This past January, a SaaS Security Posture Management (SSPM) company named Wing Security (Wing) made waves with the launch of its free SaaS-Shadow IT discovery solution. Cloud-based companies were invited to gain insight into their employees’ SaaS usage through a completely free, self-service product that operates on a “freemium” model. If a user is impressed with the solution and wants to gain more insights or take remediation action, they can purchase the enterprise solution.
“In today’s economic reality, security budgets have not necessarily been cut down, but buyers are far more careful in their purchasing decisions and rightfully so. We believe that you cannot secure what you do not know, so knowing should be a basic commodity. Once you understand the magnitude of your SaaS attack layer, you can make an educated decision as to how you are going to solve it. Discovery is the natural and basic first step and it should be accessible to anyone.” said Galit Lubetzky Sharon, Wing’s Co-Founder and CTO
The company reported that within the first few weeks of launching, over 200 companies enrolled in their self-service free discovery tool, adding to the company’s existing customer base. They recently released a short report on the findings from hundreds of companies that unveiled SaaS usage, and the numbers are unsettling.
The Tangible Risks of Growing SaaS Usage
In 71.4% of companies, employees use an average of 2.4 SaaS applications that have been breached in the past three months. On average, 58% of SaaS applications are used by only one employee. A quarter of organizations’ SaaS users are external. These numbers, along with other interesting data, are found in the company’s report, along with explanations as to why they believe this is the case and the risks that should be taken into consideration.
SaaS usage is often decentralized and difficult to govern, and its advantages can also pose security risks when ungoverned. While IAM/IM systems help organizations regain control over a portion of their employees’ SaaS usage, this control is limited to the sanctioned SaaS applications that IT/Security knows about. The challenge is that SaaS applications are often onboarded by employees without involving IT or security teams. In other words, this is SaaS Shadow IT. This is especially true for many SaaS applications that don’t require a credit card or offer a free version.
The common scenario is that of an employee, often remote, looking for a quick solution to a business problem. The solution is often an application that the employee found online, granted permissions to (these can be read and write permissions, or even execute), and then completely forgot about. This can lead to several security risks.
SaaS related risks can be categorized into three different types:
Examples include risky applications with a low security score, indicating a higher probability that these applications are vulnerable. And applications that have recently been compromised but have permissions into the organization’s data, immediately compromising that data. In its free solution, Wing attaches a security score to each application found and alerts users to the risky applications in their SaaS stack.

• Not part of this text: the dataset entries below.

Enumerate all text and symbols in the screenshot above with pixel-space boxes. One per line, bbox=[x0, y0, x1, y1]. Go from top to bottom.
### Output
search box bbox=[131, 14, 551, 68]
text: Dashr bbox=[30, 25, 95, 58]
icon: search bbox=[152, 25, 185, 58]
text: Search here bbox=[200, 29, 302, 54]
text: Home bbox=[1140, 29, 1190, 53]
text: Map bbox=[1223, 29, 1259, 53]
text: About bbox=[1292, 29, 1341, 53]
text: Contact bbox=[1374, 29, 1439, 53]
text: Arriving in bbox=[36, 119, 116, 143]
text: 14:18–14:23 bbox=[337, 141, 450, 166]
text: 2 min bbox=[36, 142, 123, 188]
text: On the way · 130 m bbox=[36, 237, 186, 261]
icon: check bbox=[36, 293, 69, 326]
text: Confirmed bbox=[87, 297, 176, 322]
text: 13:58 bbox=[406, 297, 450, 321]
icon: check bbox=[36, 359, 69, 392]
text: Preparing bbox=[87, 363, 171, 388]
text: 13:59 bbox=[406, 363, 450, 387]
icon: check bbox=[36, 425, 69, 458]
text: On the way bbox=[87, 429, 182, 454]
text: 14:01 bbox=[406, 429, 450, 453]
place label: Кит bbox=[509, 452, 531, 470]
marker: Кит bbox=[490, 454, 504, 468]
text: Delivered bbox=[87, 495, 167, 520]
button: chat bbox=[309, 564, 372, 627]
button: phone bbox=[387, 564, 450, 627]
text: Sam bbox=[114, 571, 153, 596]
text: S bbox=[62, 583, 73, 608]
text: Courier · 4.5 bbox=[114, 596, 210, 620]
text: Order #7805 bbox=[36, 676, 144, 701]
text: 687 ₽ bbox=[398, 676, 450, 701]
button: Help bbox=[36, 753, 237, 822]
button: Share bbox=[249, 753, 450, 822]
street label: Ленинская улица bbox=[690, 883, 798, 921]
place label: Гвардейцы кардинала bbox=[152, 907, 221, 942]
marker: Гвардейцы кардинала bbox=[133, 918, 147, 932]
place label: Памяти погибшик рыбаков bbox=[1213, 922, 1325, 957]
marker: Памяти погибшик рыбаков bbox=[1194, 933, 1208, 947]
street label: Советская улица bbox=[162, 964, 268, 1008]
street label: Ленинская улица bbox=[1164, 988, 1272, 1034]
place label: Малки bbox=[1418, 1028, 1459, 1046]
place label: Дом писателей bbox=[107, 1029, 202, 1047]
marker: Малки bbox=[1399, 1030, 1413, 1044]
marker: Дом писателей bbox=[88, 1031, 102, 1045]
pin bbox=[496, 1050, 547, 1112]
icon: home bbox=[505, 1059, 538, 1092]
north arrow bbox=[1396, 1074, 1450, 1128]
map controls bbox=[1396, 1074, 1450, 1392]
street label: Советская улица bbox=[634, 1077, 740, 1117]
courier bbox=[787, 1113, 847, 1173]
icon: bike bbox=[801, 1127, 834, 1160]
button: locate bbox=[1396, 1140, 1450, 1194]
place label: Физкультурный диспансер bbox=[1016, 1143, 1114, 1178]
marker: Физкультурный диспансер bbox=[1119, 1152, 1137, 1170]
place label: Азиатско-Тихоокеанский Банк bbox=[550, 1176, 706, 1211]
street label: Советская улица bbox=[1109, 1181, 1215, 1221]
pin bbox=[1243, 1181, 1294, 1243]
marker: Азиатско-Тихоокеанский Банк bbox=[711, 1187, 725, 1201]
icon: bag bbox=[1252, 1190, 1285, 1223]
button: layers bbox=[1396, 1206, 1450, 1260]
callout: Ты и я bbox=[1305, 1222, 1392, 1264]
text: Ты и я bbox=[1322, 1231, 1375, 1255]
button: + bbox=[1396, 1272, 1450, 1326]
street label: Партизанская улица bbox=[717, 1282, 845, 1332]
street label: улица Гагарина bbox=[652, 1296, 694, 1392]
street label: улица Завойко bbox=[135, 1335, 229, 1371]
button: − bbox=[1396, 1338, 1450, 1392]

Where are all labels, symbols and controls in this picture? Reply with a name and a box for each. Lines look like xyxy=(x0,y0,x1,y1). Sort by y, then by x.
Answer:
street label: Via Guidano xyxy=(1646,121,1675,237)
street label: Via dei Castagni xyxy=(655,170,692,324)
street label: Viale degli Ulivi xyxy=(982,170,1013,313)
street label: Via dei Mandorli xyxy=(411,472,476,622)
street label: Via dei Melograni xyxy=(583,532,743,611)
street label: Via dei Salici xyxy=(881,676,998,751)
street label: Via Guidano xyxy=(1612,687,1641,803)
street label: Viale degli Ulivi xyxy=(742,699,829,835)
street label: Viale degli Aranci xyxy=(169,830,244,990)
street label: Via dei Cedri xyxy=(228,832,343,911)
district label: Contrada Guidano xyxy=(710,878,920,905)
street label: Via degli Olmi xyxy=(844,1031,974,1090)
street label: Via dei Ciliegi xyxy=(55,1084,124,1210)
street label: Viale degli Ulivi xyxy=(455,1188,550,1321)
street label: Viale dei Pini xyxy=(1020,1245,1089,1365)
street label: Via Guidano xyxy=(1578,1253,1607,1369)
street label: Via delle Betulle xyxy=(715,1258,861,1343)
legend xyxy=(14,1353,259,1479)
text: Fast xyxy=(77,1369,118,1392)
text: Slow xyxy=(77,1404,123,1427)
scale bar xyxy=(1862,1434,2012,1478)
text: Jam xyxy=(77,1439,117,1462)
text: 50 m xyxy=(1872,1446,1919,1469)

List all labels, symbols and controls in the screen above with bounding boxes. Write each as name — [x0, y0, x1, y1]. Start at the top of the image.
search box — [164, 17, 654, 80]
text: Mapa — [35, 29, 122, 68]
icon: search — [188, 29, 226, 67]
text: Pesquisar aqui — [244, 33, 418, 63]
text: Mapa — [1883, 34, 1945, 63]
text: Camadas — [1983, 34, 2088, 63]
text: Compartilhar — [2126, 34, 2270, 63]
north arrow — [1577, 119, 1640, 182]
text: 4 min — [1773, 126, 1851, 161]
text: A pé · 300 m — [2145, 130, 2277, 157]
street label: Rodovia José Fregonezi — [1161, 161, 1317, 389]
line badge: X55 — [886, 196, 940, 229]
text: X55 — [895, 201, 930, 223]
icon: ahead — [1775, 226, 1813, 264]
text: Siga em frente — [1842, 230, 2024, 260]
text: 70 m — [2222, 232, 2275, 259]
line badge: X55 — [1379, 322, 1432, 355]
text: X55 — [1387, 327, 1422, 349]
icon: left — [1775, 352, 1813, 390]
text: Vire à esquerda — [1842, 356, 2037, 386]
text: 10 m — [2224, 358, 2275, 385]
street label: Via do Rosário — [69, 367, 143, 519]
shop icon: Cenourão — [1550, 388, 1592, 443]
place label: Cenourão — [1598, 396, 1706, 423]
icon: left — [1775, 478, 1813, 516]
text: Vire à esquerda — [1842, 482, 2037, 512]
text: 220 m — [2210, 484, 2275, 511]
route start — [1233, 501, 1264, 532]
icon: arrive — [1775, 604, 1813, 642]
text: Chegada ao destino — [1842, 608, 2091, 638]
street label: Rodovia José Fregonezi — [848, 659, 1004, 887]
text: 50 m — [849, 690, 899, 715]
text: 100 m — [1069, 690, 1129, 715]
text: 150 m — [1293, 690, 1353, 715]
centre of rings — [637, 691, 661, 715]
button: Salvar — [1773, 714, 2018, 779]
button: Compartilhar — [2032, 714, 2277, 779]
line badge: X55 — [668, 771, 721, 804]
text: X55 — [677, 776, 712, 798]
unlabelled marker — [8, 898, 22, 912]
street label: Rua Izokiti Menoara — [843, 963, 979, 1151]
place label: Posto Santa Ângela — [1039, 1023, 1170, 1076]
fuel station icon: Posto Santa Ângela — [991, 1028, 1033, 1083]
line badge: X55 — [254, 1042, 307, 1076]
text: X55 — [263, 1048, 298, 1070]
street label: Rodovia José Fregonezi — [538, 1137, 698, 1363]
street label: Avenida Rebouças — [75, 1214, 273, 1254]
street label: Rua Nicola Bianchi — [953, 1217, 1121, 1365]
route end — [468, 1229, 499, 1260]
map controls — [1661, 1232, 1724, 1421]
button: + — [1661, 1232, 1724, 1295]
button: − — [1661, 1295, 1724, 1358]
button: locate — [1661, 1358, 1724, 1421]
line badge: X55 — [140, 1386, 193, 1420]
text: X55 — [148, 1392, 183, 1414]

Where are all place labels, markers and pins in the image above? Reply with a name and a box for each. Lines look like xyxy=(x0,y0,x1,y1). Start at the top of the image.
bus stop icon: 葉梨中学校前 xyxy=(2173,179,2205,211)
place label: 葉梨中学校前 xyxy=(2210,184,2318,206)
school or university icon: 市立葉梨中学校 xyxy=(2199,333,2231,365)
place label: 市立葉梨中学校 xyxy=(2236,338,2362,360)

Other examples of the risks that SaaS applications inherently bring include 3rd party SaaS applications, those that “piggyback” off the known and approved SaaS. Or applications that were granted high permissions that are rarely given: According to Wing, 73.3% of all permissions that were given to applications by the users were not in use in over 30 days. This begs the question, why leave open doors into your organization’s data when you’re not even using the application that is asking for them?
One cannot ignore the human factor. Afterall, SaaS is often onboarded directly by the employee using it. They are the ones granting permissions, not always aware of the meaning behind these permissions. Here too Wing’s free solution offers some assistance: For the first 100 applications found, Wing provides a list of the users who use them. For full information as to who the users are, external users and user inconsistent behavior across applications, Wing offers its enterprise edition.
The risks associated with data security are vast and have a whole category of products that deal with them, such as DLPs and DSPMs. However, when it comes to the SaaS applications that employees use, data related issues can span from sensitive files being shared on applications that are not meant for file sharing, secrets shared on public channels (Slack is a common example) and even the massive amount of files that employees share externally and then forget about, leaving that external connection wide open. Keeping a clean SaaS-environment consists not only of maintaining the applications and users, but also managing the information that resides in and between these applications.
In conclusion, SaaS-Shadow IT discovery has become a critical area of concern for IT and security teams, as the usage of SaaS applications continues to grow rapidly. While SaaS applications offer numerous benefits to businesses, they also pose significant security risks when ungoverned. These risks include the use of breached applications, granting excessive permissions, user inconsistencies, and data security issues.
It is crucial for organizations to have visibility into their employees’ SaaS usage to make informed decisions and take remedial actions to mitigate these risks. In 2023, the expectation is that basic SaaS-Shadow IT discovery should no longer come at a cost, as it should be a fundamental commodity for organizations aiming to secure their SaaS environment.